» WORK INSTRUCTION
From the entries that follow, pick out all lines holding "with".

(Collected data)
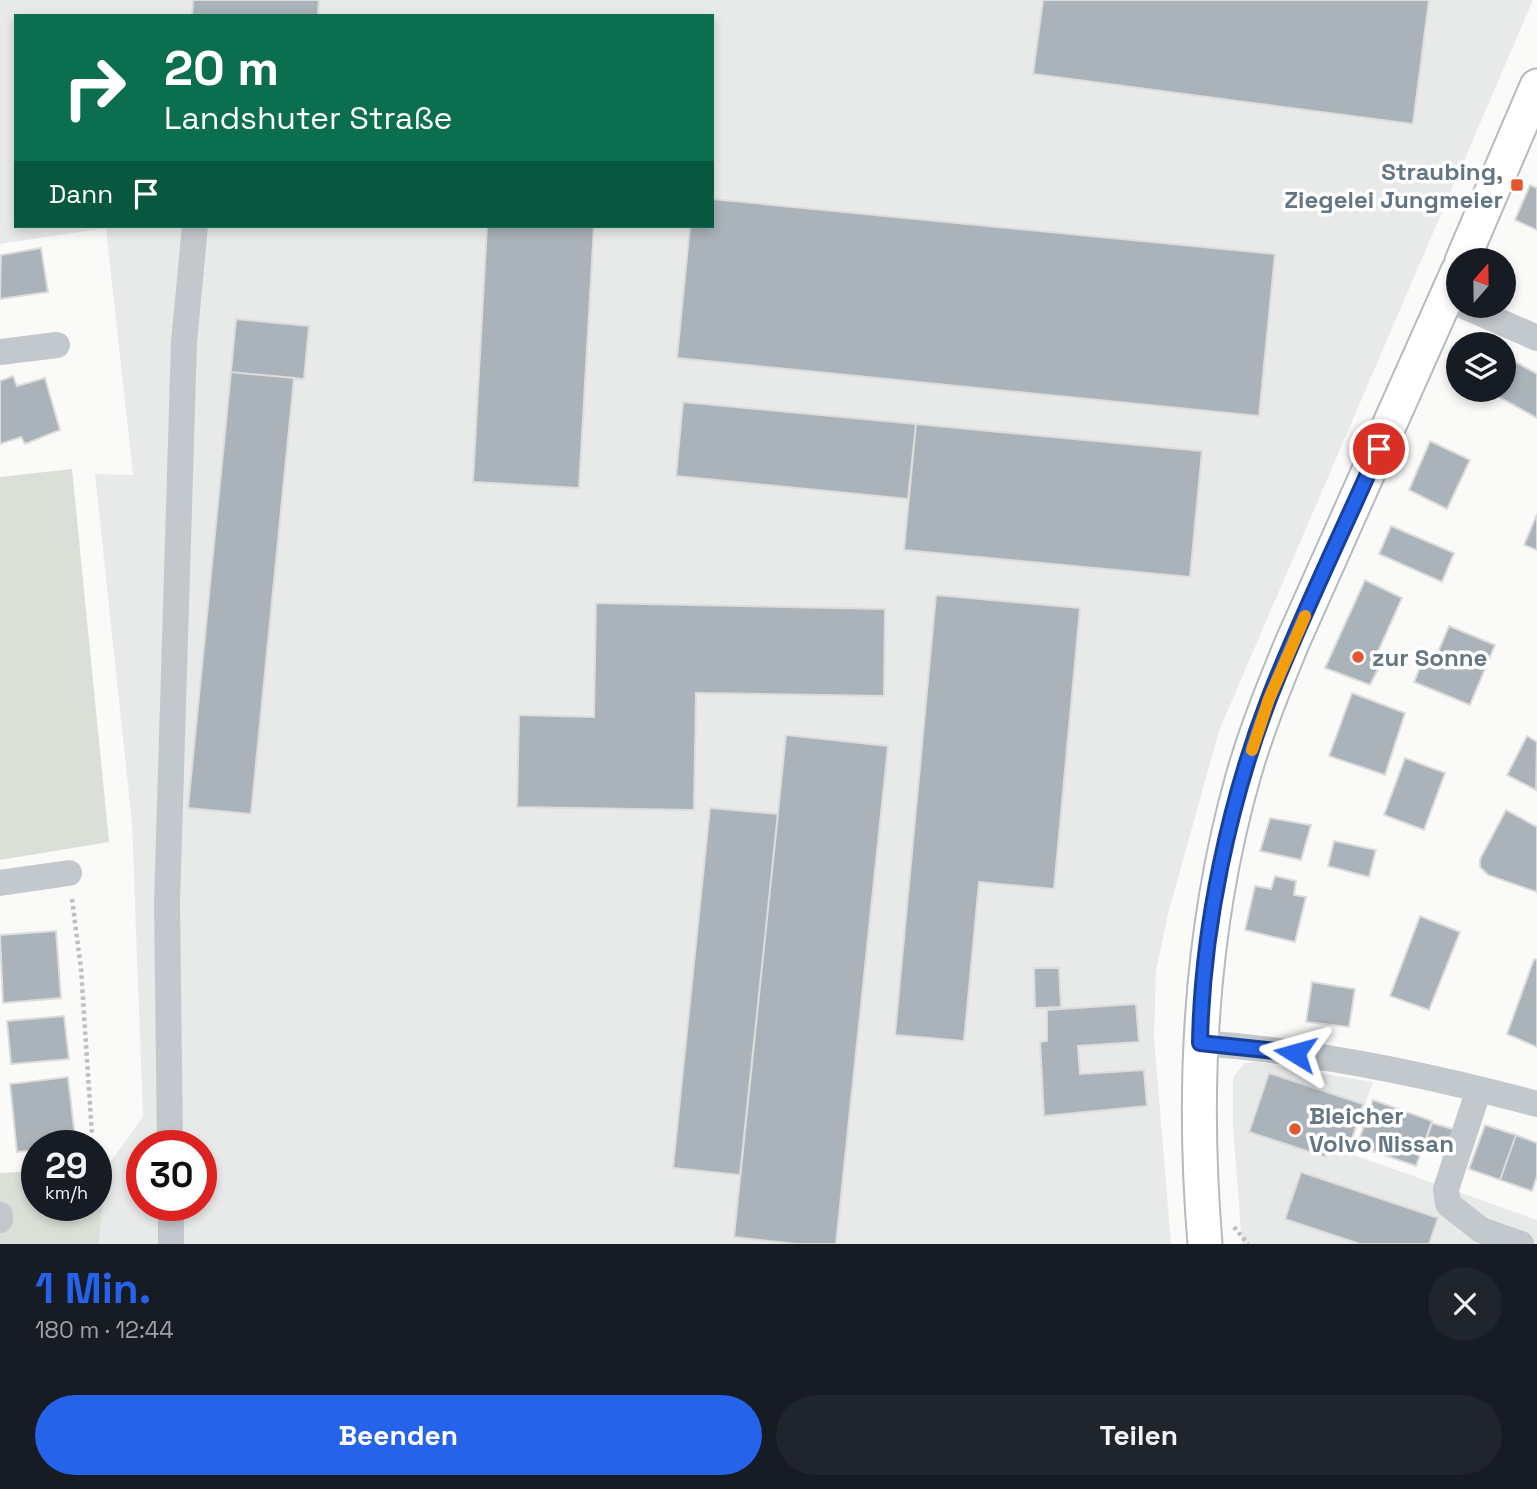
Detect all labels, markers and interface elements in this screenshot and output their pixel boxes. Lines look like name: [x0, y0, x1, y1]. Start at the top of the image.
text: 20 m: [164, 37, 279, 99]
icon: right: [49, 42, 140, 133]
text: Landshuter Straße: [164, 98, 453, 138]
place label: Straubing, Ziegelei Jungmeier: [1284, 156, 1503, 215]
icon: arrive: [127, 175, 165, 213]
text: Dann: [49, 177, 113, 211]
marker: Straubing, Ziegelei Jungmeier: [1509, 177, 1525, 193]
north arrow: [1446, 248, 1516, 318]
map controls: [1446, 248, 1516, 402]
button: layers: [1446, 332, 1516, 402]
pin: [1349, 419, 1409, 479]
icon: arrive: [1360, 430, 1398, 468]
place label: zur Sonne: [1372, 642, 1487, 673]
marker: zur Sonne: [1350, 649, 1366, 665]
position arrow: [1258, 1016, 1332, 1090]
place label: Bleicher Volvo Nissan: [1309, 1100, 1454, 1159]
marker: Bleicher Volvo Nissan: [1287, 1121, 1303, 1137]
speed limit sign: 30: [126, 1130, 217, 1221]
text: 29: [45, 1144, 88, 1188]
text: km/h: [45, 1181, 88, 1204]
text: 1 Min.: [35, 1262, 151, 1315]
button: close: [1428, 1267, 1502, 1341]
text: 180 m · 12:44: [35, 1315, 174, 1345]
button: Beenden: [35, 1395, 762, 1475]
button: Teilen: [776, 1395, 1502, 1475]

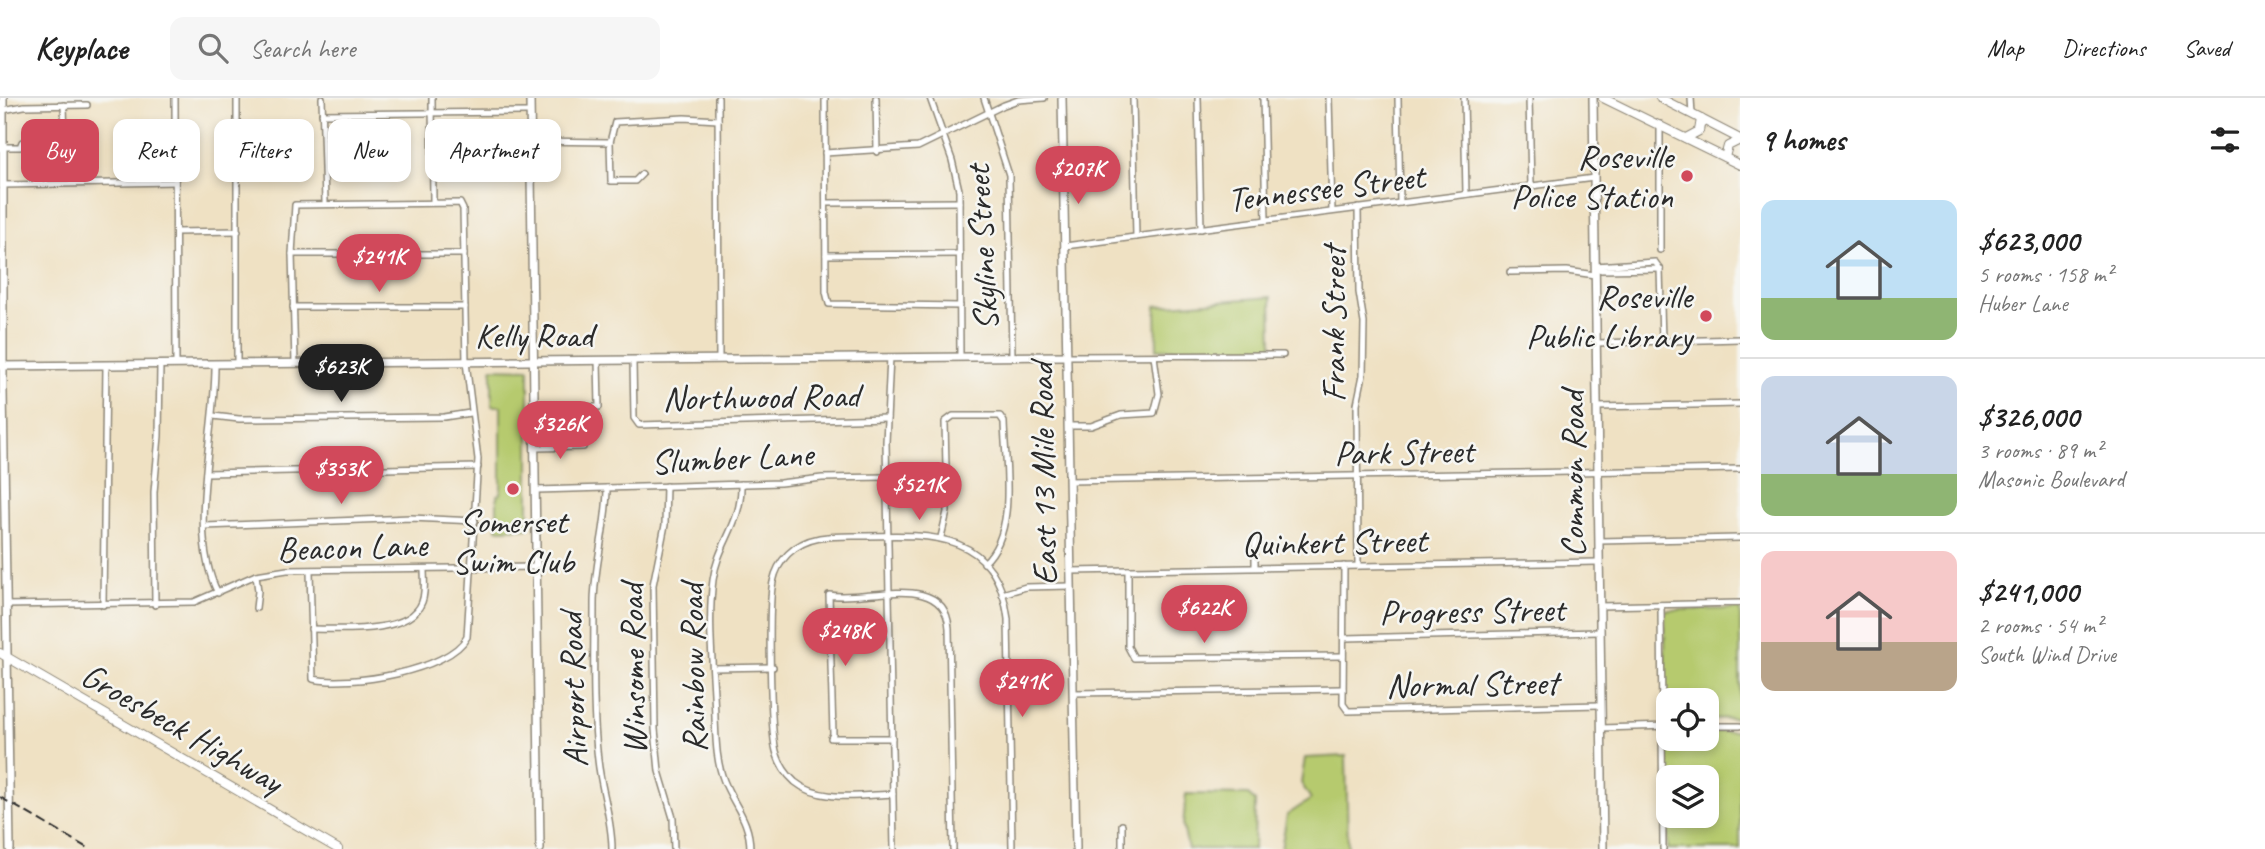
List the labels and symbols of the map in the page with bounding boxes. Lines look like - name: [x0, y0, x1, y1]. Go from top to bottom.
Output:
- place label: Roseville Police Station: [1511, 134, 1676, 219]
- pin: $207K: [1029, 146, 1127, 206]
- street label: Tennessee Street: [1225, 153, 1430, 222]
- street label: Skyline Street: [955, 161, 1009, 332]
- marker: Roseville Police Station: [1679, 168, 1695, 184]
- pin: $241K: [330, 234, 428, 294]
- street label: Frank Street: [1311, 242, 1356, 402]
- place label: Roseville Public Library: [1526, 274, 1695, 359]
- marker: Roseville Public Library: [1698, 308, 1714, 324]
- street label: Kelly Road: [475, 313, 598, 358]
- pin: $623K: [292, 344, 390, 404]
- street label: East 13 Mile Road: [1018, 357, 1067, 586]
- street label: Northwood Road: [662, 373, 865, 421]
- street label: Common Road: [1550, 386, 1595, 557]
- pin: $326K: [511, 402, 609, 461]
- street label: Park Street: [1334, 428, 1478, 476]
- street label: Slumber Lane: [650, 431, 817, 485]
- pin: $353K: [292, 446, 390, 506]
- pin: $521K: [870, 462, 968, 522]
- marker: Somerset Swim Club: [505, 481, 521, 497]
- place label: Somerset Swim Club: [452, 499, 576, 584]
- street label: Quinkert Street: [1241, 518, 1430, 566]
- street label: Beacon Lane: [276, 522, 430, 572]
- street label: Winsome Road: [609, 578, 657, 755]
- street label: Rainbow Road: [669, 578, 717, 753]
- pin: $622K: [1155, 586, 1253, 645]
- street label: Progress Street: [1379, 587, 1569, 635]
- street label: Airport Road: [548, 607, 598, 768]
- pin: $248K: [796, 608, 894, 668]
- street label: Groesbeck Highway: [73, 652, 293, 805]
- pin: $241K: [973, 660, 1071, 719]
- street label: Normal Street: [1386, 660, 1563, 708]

...

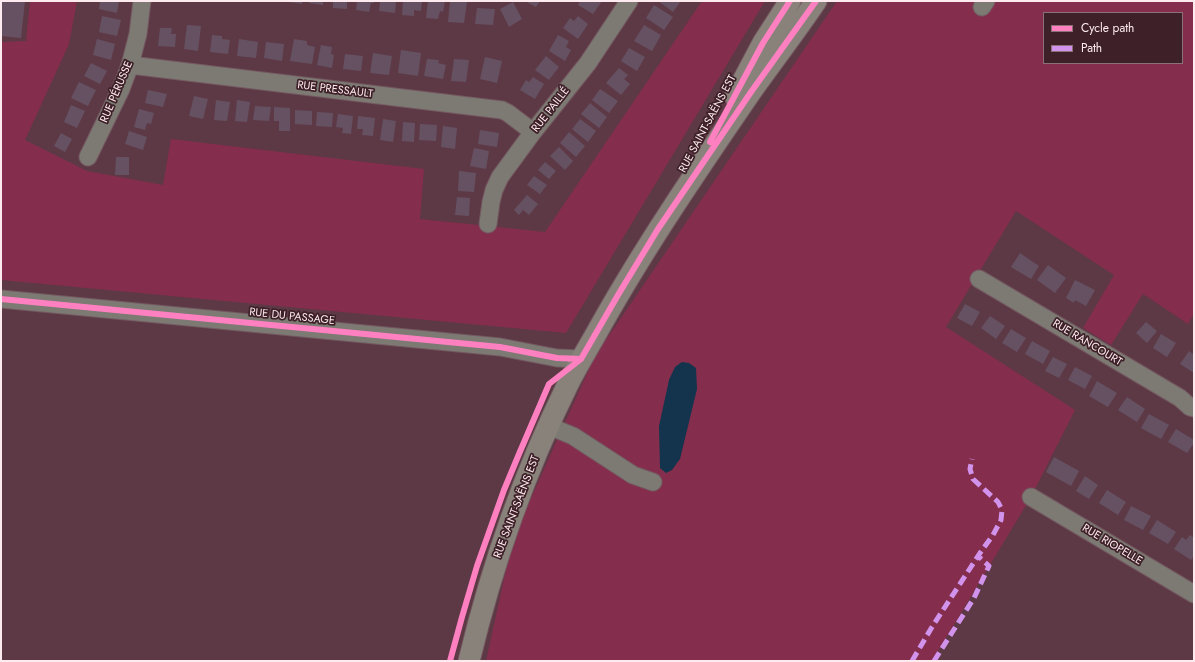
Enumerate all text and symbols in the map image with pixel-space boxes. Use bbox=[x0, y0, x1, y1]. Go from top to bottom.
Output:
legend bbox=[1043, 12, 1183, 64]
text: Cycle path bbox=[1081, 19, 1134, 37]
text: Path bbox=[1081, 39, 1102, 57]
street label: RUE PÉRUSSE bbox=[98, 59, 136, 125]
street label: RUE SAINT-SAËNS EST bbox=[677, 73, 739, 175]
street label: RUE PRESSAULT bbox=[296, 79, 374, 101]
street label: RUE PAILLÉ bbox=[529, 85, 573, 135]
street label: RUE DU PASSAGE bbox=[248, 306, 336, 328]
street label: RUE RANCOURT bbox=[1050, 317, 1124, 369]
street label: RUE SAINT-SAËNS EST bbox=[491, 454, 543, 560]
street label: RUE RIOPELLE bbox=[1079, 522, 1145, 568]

* * *

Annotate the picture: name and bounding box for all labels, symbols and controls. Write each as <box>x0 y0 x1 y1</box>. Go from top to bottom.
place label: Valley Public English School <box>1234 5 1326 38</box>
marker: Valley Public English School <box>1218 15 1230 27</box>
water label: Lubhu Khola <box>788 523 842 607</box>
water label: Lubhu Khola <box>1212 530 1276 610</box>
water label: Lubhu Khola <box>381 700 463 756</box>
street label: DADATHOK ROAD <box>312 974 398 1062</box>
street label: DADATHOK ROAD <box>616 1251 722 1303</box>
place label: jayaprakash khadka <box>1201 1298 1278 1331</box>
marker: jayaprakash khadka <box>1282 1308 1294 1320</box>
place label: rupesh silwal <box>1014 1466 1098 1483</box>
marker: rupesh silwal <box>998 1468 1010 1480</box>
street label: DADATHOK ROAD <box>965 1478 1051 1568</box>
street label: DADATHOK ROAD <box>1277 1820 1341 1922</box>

» OUTPUT
List the labels and symbols of the map in the page with bounding boxes. Lines look like - name: [x0, y0, x1, y1]. Go from top to bottom.
Enumerate all text and symbols in the map image with pixel-space boxes. Use bbox=[x0, y0, x1, y1]. Go from top to bottom.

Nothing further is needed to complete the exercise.